Mark was as imaginative in his efforts to improve criminal justice as he was in drug policy. For decades, there has been a pervasive and fundamental problem with the probation system that supervises millions of Americans. Probationers were rarely punished for their first few violations, which encouraged them to become still more careless. Then, quite suddenly, without any explanation, they were sent off to serve substantial jail or prison sentences. It was a psychologically naive, ineffective system that probationers thought unfair. “Swift, certain, fair” was Mark’s summary of his own approach to fixing the problem. He proposed that anyone who violates probation conditions—for example, failing a drug test—should receive a prompt but modest punishment, applied in a way that meets our common understanding of fairness. He propounded this idea for 20 years before the Obama administration started to experiment with versions of it. The first experiment, in Hawaii, was very successful; the results of later experiments were mixed, as is oft the case with policy innovations that are hard to implement in a consistent way.

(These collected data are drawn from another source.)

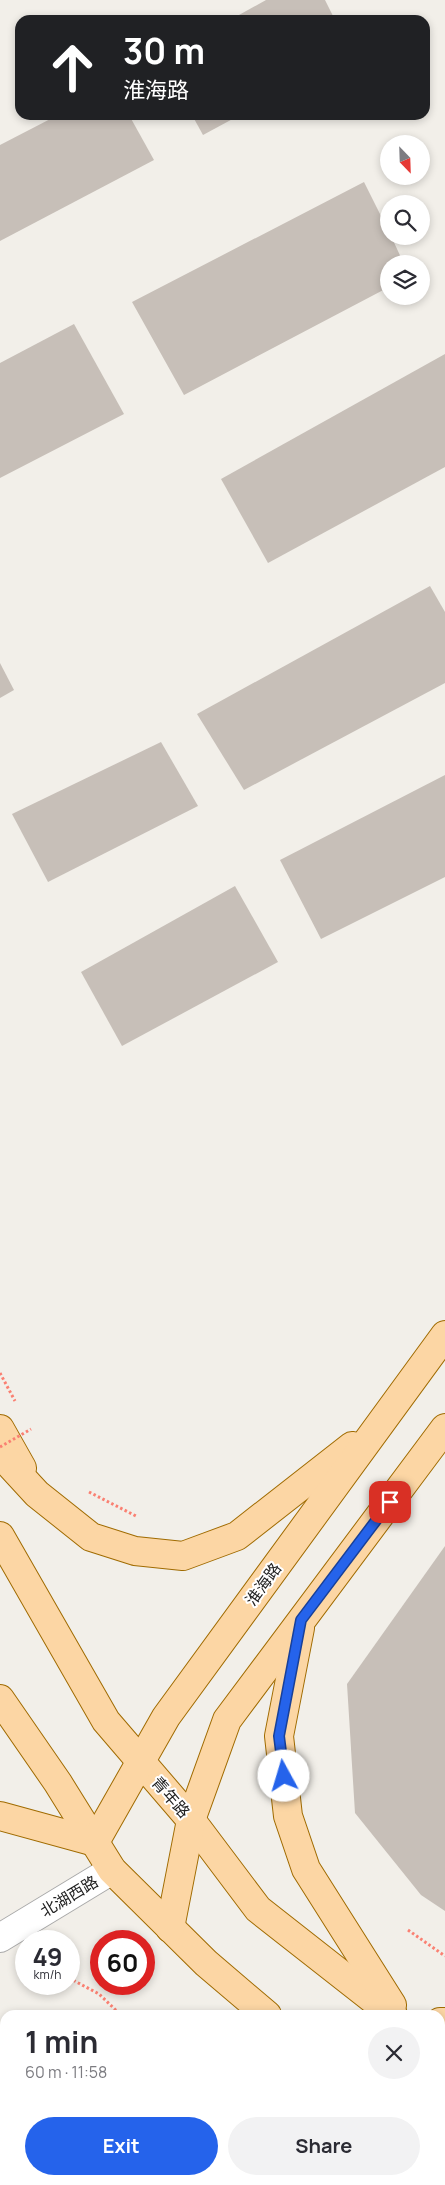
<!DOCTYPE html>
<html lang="en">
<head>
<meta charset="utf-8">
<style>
	body { margin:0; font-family:Manrope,"Noto Sans SC",sans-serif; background:#f2f2f3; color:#2b2b33; height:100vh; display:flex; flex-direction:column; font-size:19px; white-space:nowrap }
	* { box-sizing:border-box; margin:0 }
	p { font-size:16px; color:#7c7c81 }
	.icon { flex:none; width:28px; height:28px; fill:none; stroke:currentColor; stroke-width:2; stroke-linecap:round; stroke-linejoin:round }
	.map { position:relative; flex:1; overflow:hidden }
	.sheet { position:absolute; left:0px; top:2010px; width:445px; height:175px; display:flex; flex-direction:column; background:#fff; border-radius:15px 15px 0 0; box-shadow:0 2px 8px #0003 }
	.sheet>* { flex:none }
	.hud { position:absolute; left:15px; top:15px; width:415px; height:105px; border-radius:15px; box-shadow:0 2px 8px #0003; background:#202124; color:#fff; overflow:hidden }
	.needle { width:32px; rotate:157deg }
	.tools { position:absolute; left:380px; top:135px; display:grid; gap:10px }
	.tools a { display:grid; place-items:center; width:50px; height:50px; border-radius:50%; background:#fff; box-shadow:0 2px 8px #0003; font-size:25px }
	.speed { position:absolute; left:15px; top:1930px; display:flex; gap:10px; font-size:25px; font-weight:700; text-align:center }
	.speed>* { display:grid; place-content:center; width:65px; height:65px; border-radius:50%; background:#fff; box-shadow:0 2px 8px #0003; line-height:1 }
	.speed small { font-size:12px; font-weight:400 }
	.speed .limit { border:8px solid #d22; background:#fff; color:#111 }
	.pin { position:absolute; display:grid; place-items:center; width:42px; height:42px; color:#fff; margin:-21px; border-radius:10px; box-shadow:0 2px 8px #0006 }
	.me { position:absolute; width:55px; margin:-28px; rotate:354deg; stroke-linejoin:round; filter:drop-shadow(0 0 4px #0008) }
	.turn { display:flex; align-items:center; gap:18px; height:105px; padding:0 25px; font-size:22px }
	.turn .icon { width:65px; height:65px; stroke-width:2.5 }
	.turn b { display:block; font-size:35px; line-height:42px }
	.round { display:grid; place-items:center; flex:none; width:52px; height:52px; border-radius:26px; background:#f2f2f3 }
	.head { display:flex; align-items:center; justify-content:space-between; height:85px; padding:0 25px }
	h1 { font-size:30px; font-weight:700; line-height:38px }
	.cta { display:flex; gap:10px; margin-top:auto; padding:10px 25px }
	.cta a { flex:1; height:58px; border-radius:30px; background:#2563eb; color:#fff; font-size:20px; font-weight:700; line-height:58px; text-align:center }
	.cta a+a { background:#f2f2f3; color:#2b2b33 }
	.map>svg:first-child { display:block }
	.building { fill:#c7bfb8 }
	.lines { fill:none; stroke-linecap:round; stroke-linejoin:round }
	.minor-casing { stroke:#a9a9a9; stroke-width:30 }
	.major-casing { stroke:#a06b00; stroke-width:30 }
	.path { stroke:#fa8072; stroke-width:3; stroke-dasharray:2.5 2.5; stroke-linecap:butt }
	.minor { stroke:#fff; stroke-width:28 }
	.major { stroke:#fcd6a4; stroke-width:28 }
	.path-bridge { stroke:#fa8072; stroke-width:3; stroke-dasharray:2.5 2.5; stroke-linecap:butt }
	.route-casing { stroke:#184099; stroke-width:12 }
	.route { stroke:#2563eb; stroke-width:9 }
	.labels { text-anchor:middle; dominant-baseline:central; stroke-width:4; stroke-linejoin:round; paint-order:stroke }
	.street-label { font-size:16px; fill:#222; stroke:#fff }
</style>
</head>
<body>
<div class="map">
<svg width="445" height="2185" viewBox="0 0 445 2185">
	<rect width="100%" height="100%" fill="#f2efe9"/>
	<g class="building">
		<polygon points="266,0 325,0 335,20 230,20"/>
		<polygon points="58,115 129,115 154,160 0,241 0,145"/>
		<polygon points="192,115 240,115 203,135"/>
		<polygon points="364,182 389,232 389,236 391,236 404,264 389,264 389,287 184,395 132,302"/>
		<polygon points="74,324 124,414 0,478 0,363"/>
		<polygon points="445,354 445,467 268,563 221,479"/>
		<polygon points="430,586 445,612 445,683 244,790 197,714"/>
		<polygon points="0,663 14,690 0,698"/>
		<polygon points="161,742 198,806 48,882 12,814"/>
		<polygon points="445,775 445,877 321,939 280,860"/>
		<polygon points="235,886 278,962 122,1046 81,972"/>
		<polygon points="445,1546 445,1911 421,1895 355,1813 347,1684"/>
	</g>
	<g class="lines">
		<g class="minor-casing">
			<polyline id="minor" points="0,1938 112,1870"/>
		</g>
		<g class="major-casing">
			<g id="major">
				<polyline points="0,1429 22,1468"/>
				<polyline points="0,1454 37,1494 91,1537 135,1551 183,1556 237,1536 352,1446"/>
				<polyline points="0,1536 106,1721 191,1820 258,1909 393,2015"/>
				<polyline points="300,1628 279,1736 288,1816 306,1869 392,2005"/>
				<polyline points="0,1699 58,1783 112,1870 206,1963 267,2015"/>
				<polyline points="0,1816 95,1842 166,1717 445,1335"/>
				<polyline points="170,1928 191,1820 227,1720 445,1428"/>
				<polyline points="440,2022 445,2022"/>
				<polyline points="440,2049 445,2052"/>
				<polyline points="440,2159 445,2162"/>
				<polyline points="387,2180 390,2185"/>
			</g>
		</g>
		<g class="path">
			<polyline points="0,1373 15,1401"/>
			<polyline points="89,1492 136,1516"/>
			<polyline points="408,1930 445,1956"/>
			<polyline points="69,1978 99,1994 121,2015"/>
			<polyline points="302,2180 308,2185"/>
		</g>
		<use href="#minor" class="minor"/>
		<use href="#major" class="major"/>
		<polyline class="path-bridge" points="0,1447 31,1429"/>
	</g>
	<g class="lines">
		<g class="route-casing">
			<polyline id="route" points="284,1776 279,1736 301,1620 390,1502"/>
		</g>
		<use href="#route" class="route"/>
	</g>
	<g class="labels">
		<g class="street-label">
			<text transform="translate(263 1584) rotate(-54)">淮海路</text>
			<text transform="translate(171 1797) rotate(49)">青年路</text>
			<text transform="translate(69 1896) rotate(-31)">北湖西路</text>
		</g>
	</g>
</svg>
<div class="tools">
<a><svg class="needle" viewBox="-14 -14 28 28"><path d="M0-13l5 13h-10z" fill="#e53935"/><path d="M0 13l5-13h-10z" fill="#7c7c81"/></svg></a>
<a><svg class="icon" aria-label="search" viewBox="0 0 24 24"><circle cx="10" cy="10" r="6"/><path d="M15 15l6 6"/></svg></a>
<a><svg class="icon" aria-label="layers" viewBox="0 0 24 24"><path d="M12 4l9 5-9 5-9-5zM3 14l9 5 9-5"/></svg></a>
</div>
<div class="speed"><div>49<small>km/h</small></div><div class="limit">60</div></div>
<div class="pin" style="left:390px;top:1502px;background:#d93025"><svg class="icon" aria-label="arrive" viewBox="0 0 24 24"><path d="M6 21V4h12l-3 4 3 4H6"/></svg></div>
<svg class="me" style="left:284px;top:1776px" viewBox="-20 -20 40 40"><circle r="19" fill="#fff"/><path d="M0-13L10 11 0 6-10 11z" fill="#2563eb"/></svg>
<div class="hud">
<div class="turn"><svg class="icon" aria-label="ahead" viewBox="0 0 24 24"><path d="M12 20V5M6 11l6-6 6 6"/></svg><div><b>30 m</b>淮海路</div></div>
</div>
<section class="sheet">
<div class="head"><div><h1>1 min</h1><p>60 m · 11:58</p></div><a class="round"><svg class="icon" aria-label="close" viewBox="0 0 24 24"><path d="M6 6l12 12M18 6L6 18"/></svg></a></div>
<div class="cta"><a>Exit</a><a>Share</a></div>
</section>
</div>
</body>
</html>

Mark was more interested in getting an idea into practice than in publishing in scholarly journals, though he did enough of that to be a professor at the University of California, Los Angeles, and then New York University. He wrote two important books that have not received the attention they deserve. Against Excess (1992), which set out his drug policy analysis, was, to make a bad pun, excessively long, crammed with too many novel ideas. When Brute Force Fails (2009) provided insights about how to reform criminal justice in general, but in an analytic frame that is too much rooted in game theory for criminologists to follow.

His great scholarly love was political philosophy. A long paper about Machiavelli never saw the light of day but was surely unorthodox and insightful. He was a protégé of Tom Schelling, the great economist, who admired Mark’s intellectual creativity. Mark adopted Schelling’s writing style; every word counted. He added an acerbic wit. “A drug-crazed drug warrior can be as great a public menace as a drug-crazed addict,” he once wrote.

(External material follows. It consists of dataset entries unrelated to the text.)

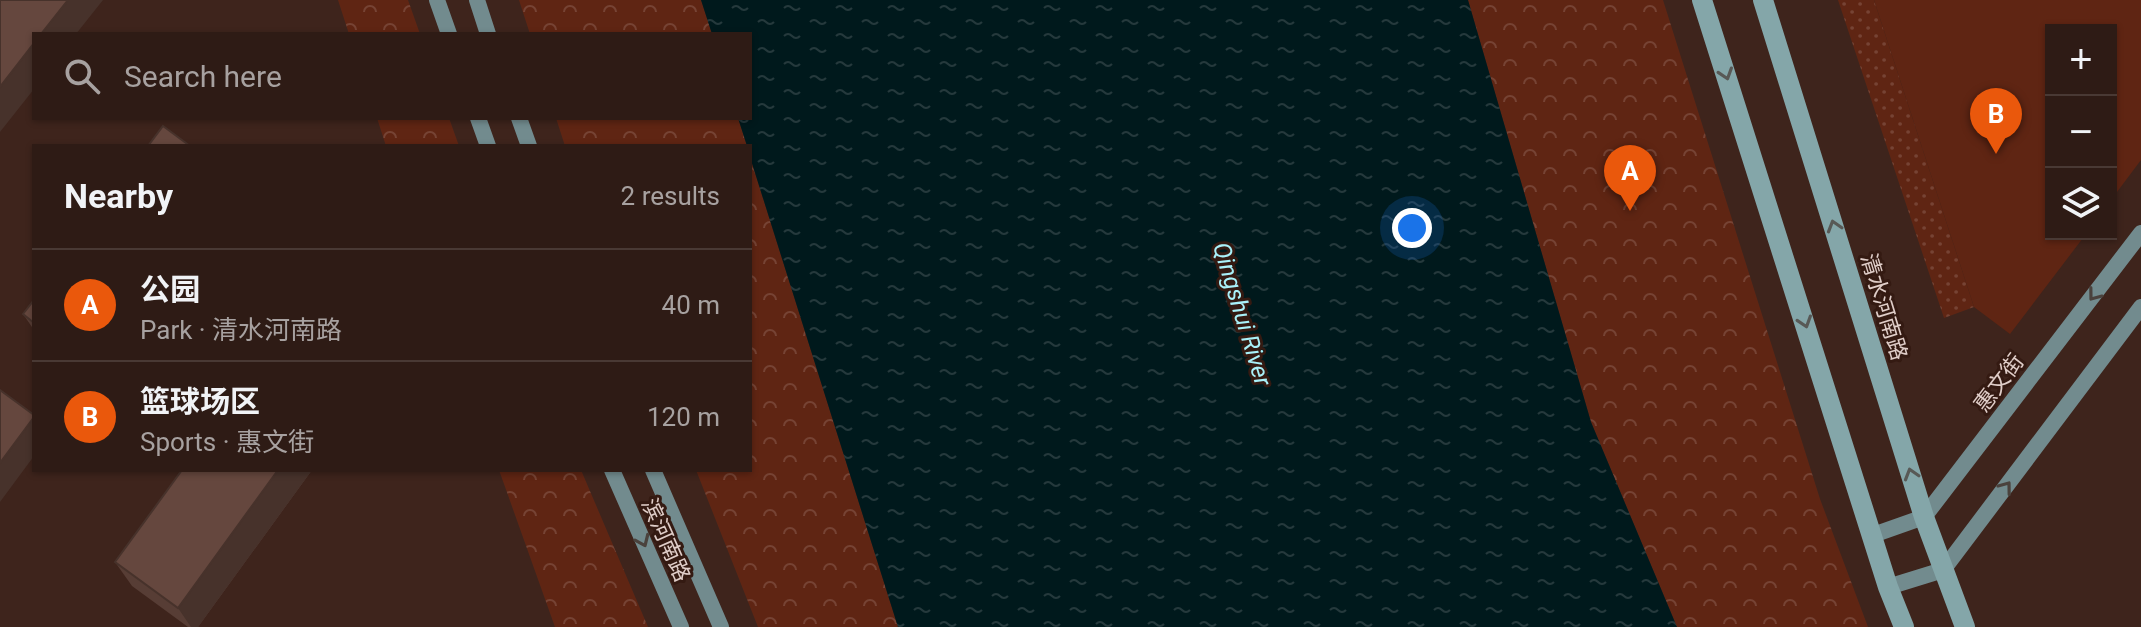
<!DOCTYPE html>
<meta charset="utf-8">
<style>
:root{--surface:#2e1b15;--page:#36241e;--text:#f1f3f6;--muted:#a7a1a0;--line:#493934;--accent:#ea580c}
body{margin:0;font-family:Roboto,"Noto Sans SC",sans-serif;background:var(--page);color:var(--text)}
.controls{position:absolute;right:24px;top:24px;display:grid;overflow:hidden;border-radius:0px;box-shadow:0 2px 6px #0004}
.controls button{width:72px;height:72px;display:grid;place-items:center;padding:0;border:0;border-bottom:2px solid var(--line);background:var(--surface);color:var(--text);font:40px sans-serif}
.you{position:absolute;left:1412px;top:228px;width:28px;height:28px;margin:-20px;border:6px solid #fff;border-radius:50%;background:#1a73e8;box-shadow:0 0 0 12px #1a73e833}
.badge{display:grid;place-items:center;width:52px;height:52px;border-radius:50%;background:var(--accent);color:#fff;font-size:26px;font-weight:700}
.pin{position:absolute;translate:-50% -66px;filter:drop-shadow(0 2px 4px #0008)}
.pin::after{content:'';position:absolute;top:42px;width:28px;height:24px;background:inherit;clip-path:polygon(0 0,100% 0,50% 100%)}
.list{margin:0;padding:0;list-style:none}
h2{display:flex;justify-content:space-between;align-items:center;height:104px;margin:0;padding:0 32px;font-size:34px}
h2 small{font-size:26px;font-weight:400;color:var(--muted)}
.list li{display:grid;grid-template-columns:52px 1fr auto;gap:24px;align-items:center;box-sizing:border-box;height:112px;padding:0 32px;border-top:2px solid var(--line)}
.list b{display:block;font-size:30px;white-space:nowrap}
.list p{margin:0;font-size:26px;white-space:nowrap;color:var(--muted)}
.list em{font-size:26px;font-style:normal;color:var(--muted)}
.icon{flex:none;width:44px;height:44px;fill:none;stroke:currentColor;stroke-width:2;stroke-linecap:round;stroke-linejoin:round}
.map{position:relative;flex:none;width:2141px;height:627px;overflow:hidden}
.search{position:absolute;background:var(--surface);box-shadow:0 2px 6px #0004;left:32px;top:32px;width:720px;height:88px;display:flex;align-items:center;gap:20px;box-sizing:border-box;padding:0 28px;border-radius:0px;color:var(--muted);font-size:30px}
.panel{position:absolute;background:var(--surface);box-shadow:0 2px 6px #0004;left:32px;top:144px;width:720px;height:328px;border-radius:0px}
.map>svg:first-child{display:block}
.grass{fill:url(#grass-dots)}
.park{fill:url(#park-crowns)}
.pitch{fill:#5f2513}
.water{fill:url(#water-ripples)}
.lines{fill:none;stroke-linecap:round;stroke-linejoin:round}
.secondary{stroke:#728b8e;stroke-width:16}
.primary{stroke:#84a6a9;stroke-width:20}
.wall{fill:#573d35}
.shaded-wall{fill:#47322b}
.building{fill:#65473e;stroke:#47322b;stroke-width:2}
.oneway{stroke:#585956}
.oneway2{stroke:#4a423d}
.labels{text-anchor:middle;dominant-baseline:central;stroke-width:6;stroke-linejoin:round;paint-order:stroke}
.street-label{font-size:22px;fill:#e0cec9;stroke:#341a12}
.water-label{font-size:24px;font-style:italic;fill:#a9f1f9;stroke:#341a12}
</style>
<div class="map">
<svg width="2141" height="627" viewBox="0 0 2141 627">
<defs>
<pattern id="grass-dots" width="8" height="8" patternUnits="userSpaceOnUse" patternTransform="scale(2)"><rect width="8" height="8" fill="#5f2513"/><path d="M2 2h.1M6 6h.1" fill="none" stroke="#764334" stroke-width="1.8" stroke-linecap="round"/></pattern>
<pattern id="park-crowns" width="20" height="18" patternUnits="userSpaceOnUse" patternTransform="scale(2)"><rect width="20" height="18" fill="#5f2513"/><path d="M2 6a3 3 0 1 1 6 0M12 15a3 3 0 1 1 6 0" fill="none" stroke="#764334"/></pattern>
<pattern id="water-ripples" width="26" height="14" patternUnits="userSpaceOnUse" patternTransform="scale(2)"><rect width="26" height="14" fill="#00191c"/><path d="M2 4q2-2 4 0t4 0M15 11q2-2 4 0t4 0" fill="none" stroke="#25393c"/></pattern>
</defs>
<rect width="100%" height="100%" fill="#3e241c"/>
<path class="grass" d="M1838,0H1874L1974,307L1944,318Z"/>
<path class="park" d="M338,0H408L420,34H349Z
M519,0H701L712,34H530Z
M1468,0H1663L1820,499L1868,627H1677L1591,422Z
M377,118H449L459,146H386Z
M556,118H738L747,146H565Z
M750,157L898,627H758L696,470H750Z
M499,470H581L648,627H555Z"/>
<path class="pitch" d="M1874,0H2141V160L2111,200V30H2051V234H2086L2010,334L1974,307Z"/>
<path class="water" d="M701,0H1468L1591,422L1677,627H898L750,157V146H747L738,118H750V34H712Z"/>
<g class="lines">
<path class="secondary" d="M437,0L449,34
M477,0L488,34
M478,118L488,146
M519,118L529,146
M612,470L681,627
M653,470L721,627
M1873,535L1924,517L2141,233
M1888,587L1943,570L2141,307"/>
<path class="primary" d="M1702,0L1888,587L1904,627
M1763,0L1924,517L1965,627"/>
</g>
<path class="wall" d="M34,300V330L23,314Z
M182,470H312L198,627H188L132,586L115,562Z"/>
<path class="shaded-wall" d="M68,0H103L76,34H41Z
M34,43V89L0,132V87Z
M34,417V456L0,502V463Z
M278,470H312L198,627H191L178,608Z"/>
<path class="building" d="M0,0H68L41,34H34V43L0,87Z
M163,126L190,146H148Z
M34,300V323L23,314Z
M0,390L34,415V417L0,463Z
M182,470H278L178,608L115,562Z"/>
<defs><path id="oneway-chevron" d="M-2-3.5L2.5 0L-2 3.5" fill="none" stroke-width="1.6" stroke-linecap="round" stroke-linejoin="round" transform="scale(2)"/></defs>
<g class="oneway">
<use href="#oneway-chevron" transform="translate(1726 74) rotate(72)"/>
<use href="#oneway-chevron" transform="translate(1834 226) rotate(-107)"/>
<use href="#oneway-chevron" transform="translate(1805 322) rotate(72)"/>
<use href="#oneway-chevron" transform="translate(1911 474) rotate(-107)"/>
</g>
<g class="oneway2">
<use href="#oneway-chevron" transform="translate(2094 295) rotate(127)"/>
<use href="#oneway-chevron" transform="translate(2006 487) rotate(-53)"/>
<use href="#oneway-chevron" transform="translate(643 541) rotate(66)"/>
</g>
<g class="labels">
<g class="street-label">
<text transform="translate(1884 307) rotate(73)">清水河南路</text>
<text transform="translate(1999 383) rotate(-53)">惠文街</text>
<text transform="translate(666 540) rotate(66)">滨河南路</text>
</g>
<g class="water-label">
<text transform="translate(1242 314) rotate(73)">Qingshui River</text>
</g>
</g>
</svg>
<div class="controls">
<button>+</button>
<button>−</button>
<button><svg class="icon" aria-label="layers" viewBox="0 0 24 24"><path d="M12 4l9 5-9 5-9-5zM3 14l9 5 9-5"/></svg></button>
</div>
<div class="you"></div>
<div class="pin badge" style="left:1630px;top:211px">A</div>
<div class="pin badge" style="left:1996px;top:154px">B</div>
<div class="search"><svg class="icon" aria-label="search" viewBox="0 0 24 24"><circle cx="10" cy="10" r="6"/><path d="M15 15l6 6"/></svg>Search here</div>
<section class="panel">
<h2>Nearby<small>2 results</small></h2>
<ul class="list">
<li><span class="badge">A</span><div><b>公园</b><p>Park · 清水河南路</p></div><em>40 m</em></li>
<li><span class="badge">B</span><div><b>篮球场区</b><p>Sports · 惠文街</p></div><em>120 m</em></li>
</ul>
</section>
</div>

Mark’s death led to an outpouring of admiration and affection. He had been a mentor to many scholars and, more surprisingly, practitioners. He was a constant source of interesting policy ideas. At the end of his career, he launched a flurry of experiments in the Pennsylvania Department of Corrections aimed at making incarceration both more humane and more effective. Some prominent journalists mourned the loss of one of the few policy scholars who was honest, approachable and insightful. In his uniquely humane but unsentimental fashion, Mark had a remarkable impact on the worlds of crime and drug policy.